O panorama internacional da ficção televisiva encontrou em Teheran um espelho nítido do nosso tempo: uma série de espionagem que converte o confronto geopolítico entre Israel e o Irã em narrativa serial de alcance global. Criada por Moshe Zonder para a emissora pública israelense Kan 11 e levada ao público mundial por Apple TV+, Teheran nasceu com a ambição de ser mais do que entretenimento — um roteiro oculto que revela as camadas de medo, identidade e lealdade.
A produção estreou em Israel a 20 de junho de 2020 e chegou ao catálogo internacional em 25 de setembro do mesmo ano, tornando‑se um dos títulos mais destacados da chamada nova onda da serialidade israelense.
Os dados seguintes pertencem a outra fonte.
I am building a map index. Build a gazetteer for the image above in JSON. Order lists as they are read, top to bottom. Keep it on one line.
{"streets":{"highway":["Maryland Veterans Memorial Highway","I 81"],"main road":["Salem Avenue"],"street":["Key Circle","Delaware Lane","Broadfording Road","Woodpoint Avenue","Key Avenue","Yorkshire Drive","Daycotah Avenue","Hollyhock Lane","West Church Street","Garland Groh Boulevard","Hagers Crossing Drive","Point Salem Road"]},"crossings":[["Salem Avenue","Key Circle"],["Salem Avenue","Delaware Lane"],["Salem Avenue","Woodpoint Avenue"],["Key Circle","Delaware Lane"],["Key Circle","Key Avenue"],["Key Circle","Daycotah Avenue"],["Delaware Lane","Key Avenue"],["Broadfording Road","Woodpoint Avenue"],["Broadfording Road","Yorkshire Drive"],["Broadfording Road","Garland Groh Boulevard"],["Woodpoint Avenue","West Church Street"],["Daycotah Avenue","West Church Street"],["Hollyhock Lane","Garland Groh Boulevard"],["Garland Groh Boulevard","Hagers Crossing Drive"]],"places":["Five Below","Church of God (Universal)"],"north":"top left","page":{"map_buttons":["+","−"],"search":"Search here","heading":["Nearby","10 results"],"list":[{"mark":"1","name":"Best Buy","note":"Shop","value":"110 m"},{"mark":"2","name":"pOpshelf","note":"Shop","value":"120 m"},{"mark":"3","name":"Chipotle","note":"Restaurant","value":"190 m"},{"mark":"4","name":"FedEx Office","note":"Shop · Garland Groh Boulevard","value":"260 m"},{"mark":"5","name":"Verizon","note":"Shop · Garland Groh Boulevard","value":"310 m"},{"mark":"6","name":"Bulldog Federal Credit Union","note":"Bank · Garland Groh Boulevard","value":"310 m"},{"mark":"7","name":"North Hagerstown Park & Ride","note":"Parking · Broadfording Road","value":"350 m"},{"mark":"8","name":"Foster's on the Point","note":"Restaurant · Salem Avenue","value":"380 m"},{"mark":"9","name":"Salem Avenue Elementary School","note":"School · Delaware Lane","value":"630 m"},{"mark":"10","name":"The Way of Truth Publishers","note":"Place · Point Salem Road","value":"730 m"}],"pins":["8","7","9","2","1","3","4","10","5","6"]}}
A série alcançou um marco histórico em 2021 ao vencer o prémio de melhor drama na 49ª edição dos International Emmy Awards, tornando‑se a primeira produção israelense a conquistar esse reconhecimento.
A trajetória de Teheran continuou com a segunda temporada em maio de 2022 e a confirmação da terceira em fevereiro de 2023. A terceira temporada foi exibida em Israel a partir de 9 de dezembro de 2024 e disponibilizada na Apple TV+ a partir de 9 de janeiro de 2026, período em que o elenco ganhou ainda maior projeção internacional com a entrada de Hugh Laurie, ampliando o debate cultural em torno da série.
No entanto, as filmagens da quarta temporada foram abaladas por uma notícia trágica: a produtora e co‑criadora israelense Dana Eden foi encontrada morta em Atenas, na Grécia, aos 52 anos, durante as gravações. Segundo jornais gregos, ela estava hospedada num quarto de hotel desde 4 de fevereiro e o corpo foi descoberto pelo irmão. Relatos apontaram a presença de hematomas no pescoço e nos membros, além de comprimidos na acomodação, elementos que levaram as autoridades locais a investigar a possibilidade de suicídio.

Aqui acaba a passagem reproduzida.